Vision Model Quantization Using Quark FX Graph Mode#

What content on this page:

  • What is PyTorch Fx graph and advantages.

  • Overall brief feature & usage instruction.

  • Some experiments Result.

PyTorch Fx Graph & Quark Quantization Tool#

Advantage about the fx graph#

Unlike nn.Module, the torch.fx.GraphModule contains detailed graph information that describes the network forward execution process. In graph, each operation (e.g torch/python function, nn.Module, torch.aten) will be represented as a node and the linking direction represent the computation flow.

Quark Fx quantization tool#

In Quark, we take advantage of the fx.GraphModule, Once we get the fully described computation graph, we parse it and do the quantization in the way we demand.

Utilize Graph information to perform fine-grained quantization.

  • In eager-mode quantization method, that uses traditional nn.Module as input/output. And do the direct replacement on model’s component (e.g. nn.Conv2d to QuantizedConv2d). This method can not recognize and quantize the Python inner operation (e.g. x = x + 10), meaning this quantization method can only quant a small part of the model. Seems little possible to deploy on the demand hardware.

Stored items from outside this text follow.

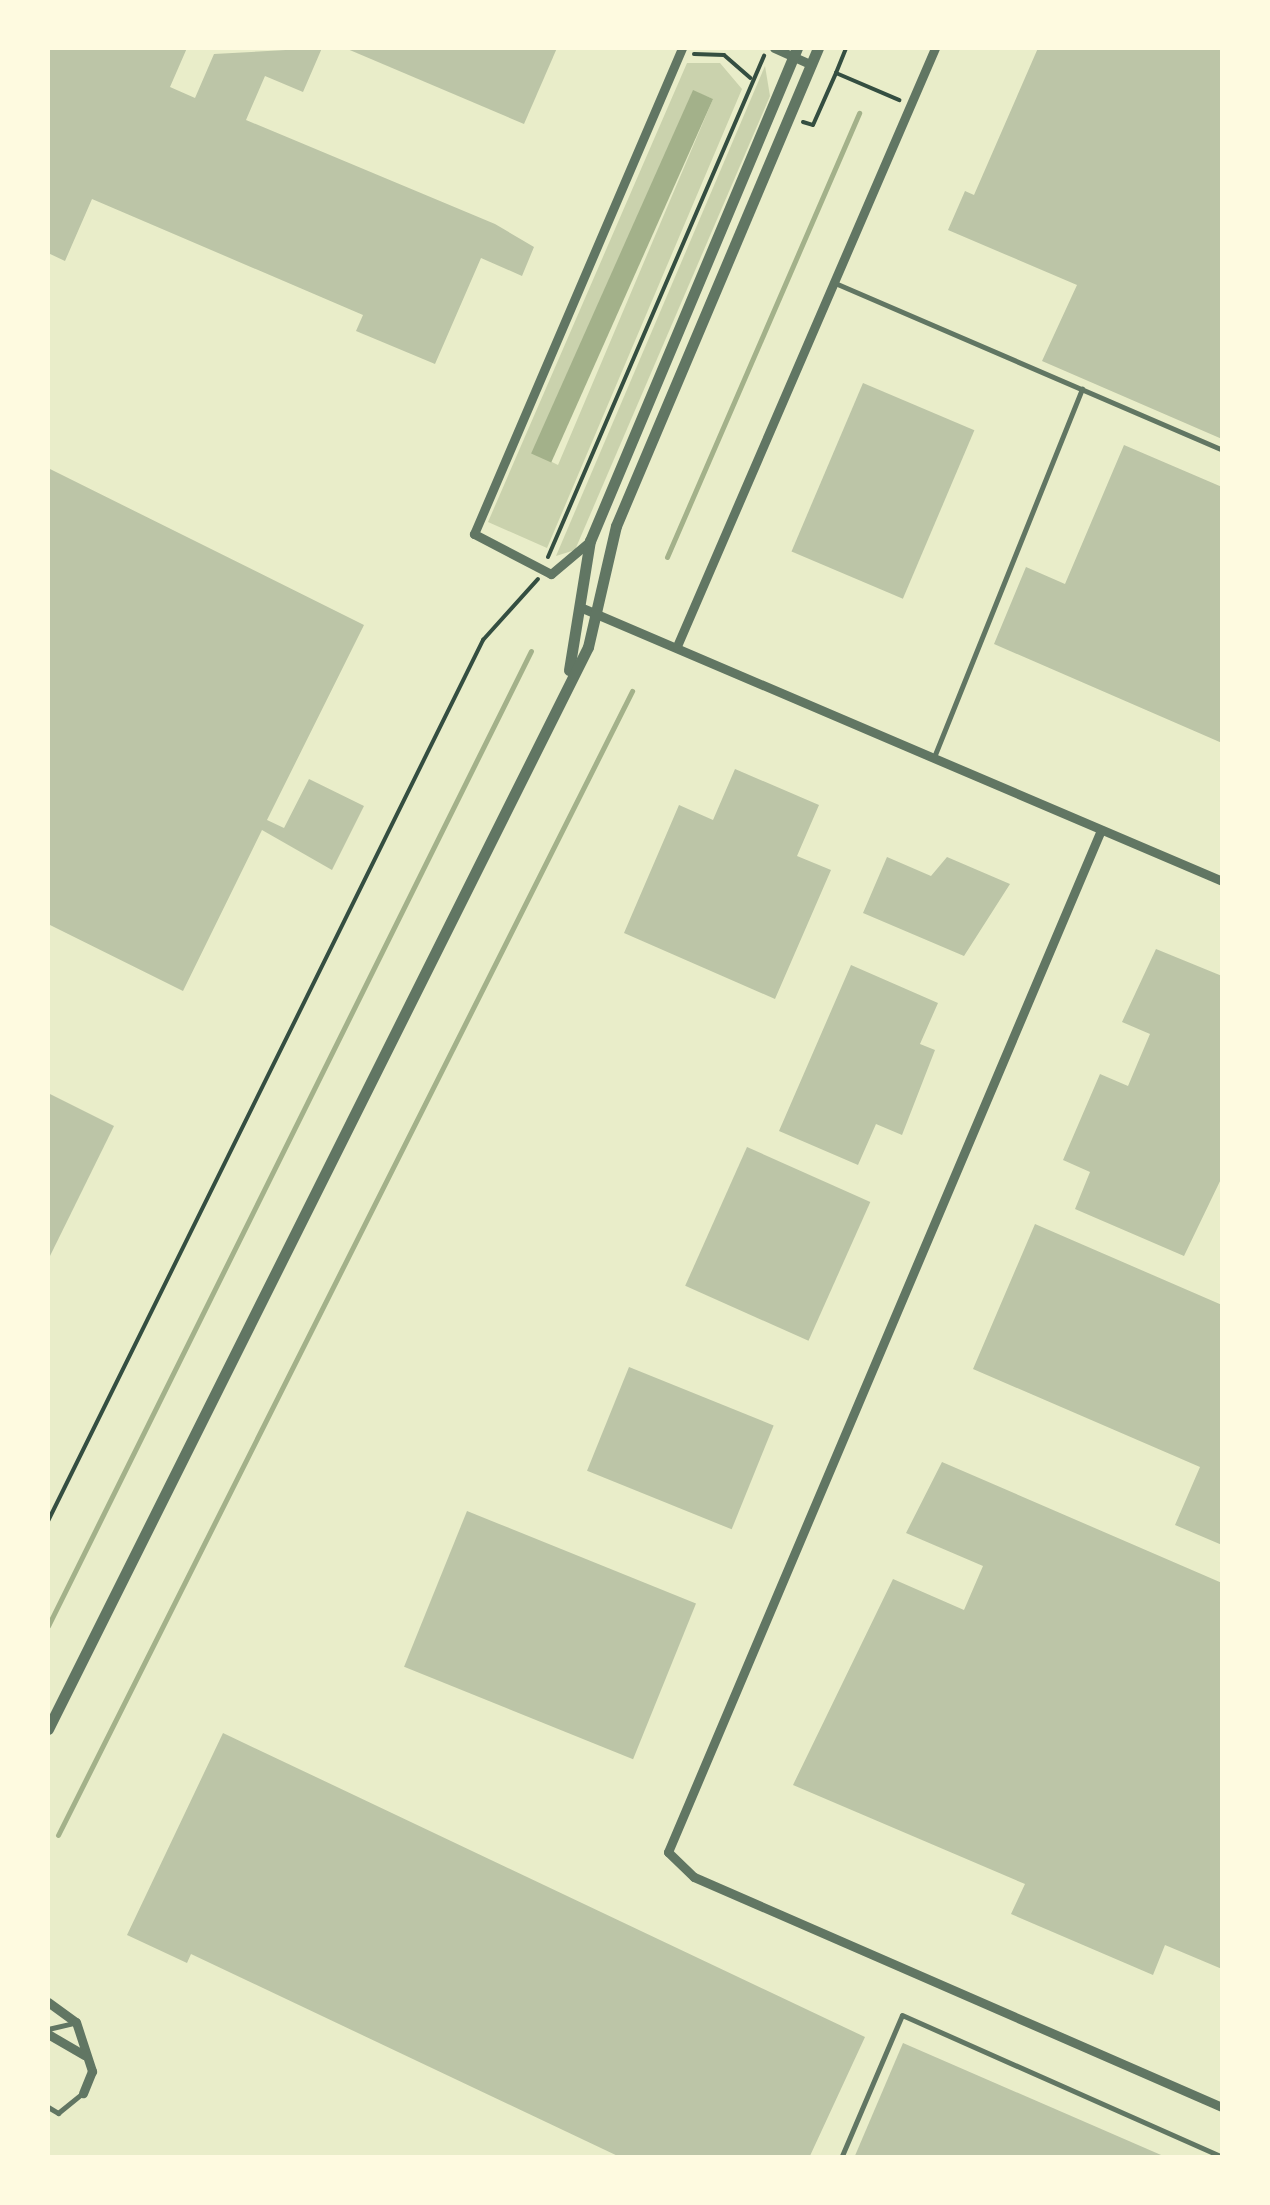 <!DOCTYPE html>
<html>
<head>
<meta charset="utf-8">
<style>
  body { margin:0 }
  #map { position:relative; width:1270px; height:2205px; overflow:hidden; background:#e9edc9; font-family:"Exo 2",sans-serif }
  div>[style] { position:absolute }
  .green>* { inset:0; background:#cad2ad }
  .water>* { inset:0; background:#a3b18a; transform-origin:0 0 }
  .stream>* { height:5px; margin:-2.5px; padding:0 2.5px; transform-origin:2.5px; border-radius:2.5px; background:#a3b18a }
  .building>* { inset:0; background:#bcc5a7; transform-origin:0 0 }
  .path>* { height:4px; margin:-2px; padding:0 2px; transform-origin:2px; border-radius:2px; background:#344e41 }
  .service>* { height:5px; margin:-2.5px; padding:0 2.5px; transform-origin:2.5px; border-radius:2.5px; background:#617663 }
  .minor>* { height:9px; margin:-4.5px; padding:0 4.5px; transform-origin:4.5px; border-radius:4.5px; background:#617663 }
  .tertiary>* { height:11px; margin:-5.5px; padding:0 5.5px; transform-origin:5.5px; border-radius:5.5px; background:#617663 }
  span { translate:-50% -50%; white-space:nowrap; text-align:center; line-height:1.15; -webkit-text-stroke:8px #fefae0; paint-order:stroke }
  .frame { position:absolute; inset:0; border:50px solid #fefae0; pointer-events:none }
</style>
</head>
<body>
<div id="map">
  <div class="green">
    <i style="clip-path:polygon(evenodd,687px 63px,720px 63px,742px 89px,547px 548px,488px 522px,687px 63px,693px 91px,713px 99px,558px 465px,540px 456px,693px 91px)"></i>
    <i style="clip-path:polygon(765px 66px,770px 96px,575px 550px,556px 556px)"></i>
  </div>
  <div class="water">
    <i style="left:693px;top:90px;width:22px;height:398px;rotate:24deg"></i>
  </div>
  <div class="stream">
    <i style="left:667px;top:557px;width:484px;rotate:-66.6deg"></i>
    <i style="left:48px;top:1626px;width:1088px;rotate:-63.65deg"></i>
    <i style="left:58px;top:1835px;width:1280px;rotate:-63.35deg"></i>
  </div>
  <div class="building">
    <i style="clip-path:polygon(48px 48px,187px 48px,170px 87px,195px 98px,214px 54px,322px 48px,303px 92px,265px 76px,246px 120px,495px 224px,534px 247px,522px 276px,481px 258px,435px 364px,356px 331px,363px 315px,92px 199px,65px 261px,48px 253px)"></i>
    <i style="clip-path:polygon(345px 48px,557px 48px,524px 124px)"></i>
    <i style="clip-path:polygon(1038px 48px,1222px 48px,1222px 439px,1042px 361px,1077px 285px,948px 230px,965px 191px,974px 195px)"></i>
    <i style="left:863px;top:383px;width:121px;height:183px;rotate:23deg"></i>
    <i style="clip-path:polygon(1124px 445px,1222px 487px,1222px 743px,994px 644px,1026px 567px,1065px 584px)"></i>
    <i style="clip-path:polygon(48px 468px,364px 625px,267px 820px,284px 828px,309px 779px,364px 806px,332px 870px,262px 830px,183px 991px,48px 924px)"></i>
    <i style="clip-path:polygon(735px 769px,819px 805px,797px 856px,831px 870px,775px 999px,624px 933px,679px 805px,713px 820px)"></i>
    <i style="clip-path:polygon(887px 857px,931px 876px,947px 857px,1010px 884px,964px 956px,863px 913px)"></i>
    <i style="clip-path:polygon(1156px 949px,1222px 976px,1222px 1177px,1184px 1256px,1075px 1209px,1090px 1172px,1063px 1160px,1100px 1074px,1128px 1086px,1150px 1034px,1122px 1022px)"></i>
    <i style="clip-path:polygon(851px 965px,938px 1003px,920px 1044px,935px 1050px,902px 1135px,876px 1124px,858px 1165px,779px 1131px)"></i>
    <i style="clip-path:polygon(48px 1093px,114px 1126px,48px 1260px)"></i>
    <i style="left:747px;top:1147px;width:135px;height:152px;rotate:24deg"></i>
    <i style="clip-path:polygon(1035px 1224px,1222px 1305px,1222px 1545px,1175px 1525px,1200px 1467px,973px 1369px)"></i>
    <i style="left:629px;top:1367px;width:156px;height:112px;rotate:22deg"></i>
    <i style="clip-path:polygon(942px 1462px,1222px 1583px,1222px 1969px,1165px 1945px,1153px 1975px,1011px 1914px,1025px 1884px,793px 1785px,893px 1579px,964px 1610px,983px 1566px,906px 1533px)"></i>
    <i style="left:467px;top:1511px;width:247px;height:168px;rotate:22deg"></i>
    <i style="clip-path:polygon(223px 1733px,865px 2037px,809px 2158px,622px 2158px,191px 1954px,187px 1963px,127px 1935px)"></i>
    <i style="clip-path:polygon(903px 2043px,1168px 2158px,854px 2158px)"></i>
  </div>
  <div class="path">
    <i style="left:694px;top:54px;width:30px;rotate:2deg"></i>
    <i style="left:724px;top:55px;width:35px;rotate:41deg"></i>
    <i style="left:836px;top:73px;width:27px;rotate:-68deg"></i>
    <i style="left:803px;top:122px;width:10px;rotate:17deg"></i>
    <i style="left:813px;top:125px;width:57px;rotate:-66.1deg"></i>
    <i style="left:836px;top:73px;width:69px;rotate:23.2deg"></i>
    <i style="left:548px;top:557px;width:546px;rotate:-66.68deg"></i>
    <i style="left:48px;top:1521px;width:983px;rotate:-63.72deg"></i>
    <i style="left:483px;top:640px;width:82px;rotate:-48deg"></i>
    <i style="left:71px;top:2157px;width:1px;rotate:45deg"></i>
  </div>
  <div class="service">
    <i style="left:835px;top:283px;width:421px;rotate:23.3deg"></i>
    <i style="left:934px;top:757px;width:397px;rotate:-68.1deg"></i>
    <i style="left:48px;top:2029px;width:27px;rotate:-13deg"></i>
    <i style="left:48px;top:2107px;width:12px;rotate:31deg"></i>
    <i style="left:58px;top:2113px;width:32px;rotate:-39deg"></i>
    <i style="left:841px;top:2158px;width:155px;rotate:-66.9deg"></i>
    <i style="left:902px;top:2015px;width:350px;rotate:23.9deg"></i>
  </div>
  <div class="minor">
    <i style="left:774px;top:48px;width:39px;rotate:24deg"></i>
    <i style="left:589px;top:542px;width:50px;rotate:139.9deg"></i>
    <i style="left:551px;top:574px;width:87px;rotate:-152.5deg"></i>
    <i style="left:474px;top:534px;width:529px;rotate:-66.83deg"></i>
    <i style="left:580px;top:607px;width:698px;rotate:23.11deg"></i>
    <i style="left:677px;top:646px;width:651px;rotate:-66.66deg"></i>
    <i style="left:1101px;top:830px;width:1110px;rotate:112.96deg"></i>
    <i style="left:668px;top:1852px;width:36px;rotate:44deg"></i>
    <i style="left:694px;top:1877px;width:576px;rotate:23.54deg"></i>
    <i style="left:48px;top:2002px;width:34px;rotate:36deg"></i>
    <i style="left:76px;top:2022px;width:52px;rotate:71.9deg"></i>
    <i style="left:92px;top:2071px;width:24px;rotate:112deg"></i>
    <i style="left:48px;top:2034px;width:42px;rotate:30.3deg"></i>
  </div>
  <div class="tertiary">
    <i style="left:569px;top:670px;width:131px;rotate:-80.8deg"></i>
    <i style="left:590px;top:541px;width:535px;rotate:-67.22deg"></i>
    <i style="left:48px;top:1729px;width:1209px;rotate:-63.48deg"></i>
    <i style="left:588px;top:647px;width:124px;rotate:-77deg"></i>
    <i style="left:616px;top:526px;width:519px;rotate:-67.09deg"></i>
  </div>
  <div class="frame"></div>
</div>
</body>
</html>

  • In Quark Fx model quantization, we use the torch.fx.GraphModule as the inner interpretation. The fx.GraphModule contain every operation relationship in the computation graph. Quark Fx tool utilize this characteristics to parse the computation graph and insert the Quantizer at the proper place. Meaning the model can be fully quantized. The quantized model are more friendly to AMD NPU etc. device.

Key Feature & Brief Usage instruction.#

Key Feature#

  • AMD hardware friendly: Compatible with AMD’s NPU-related hardware, these devices have runtime and latency requirements. The quantized models can be easily deployed on these devices with low-bit (e.g. INT8) & hardware (e.g. Pow of two quant) requirements. And for accelerate computation.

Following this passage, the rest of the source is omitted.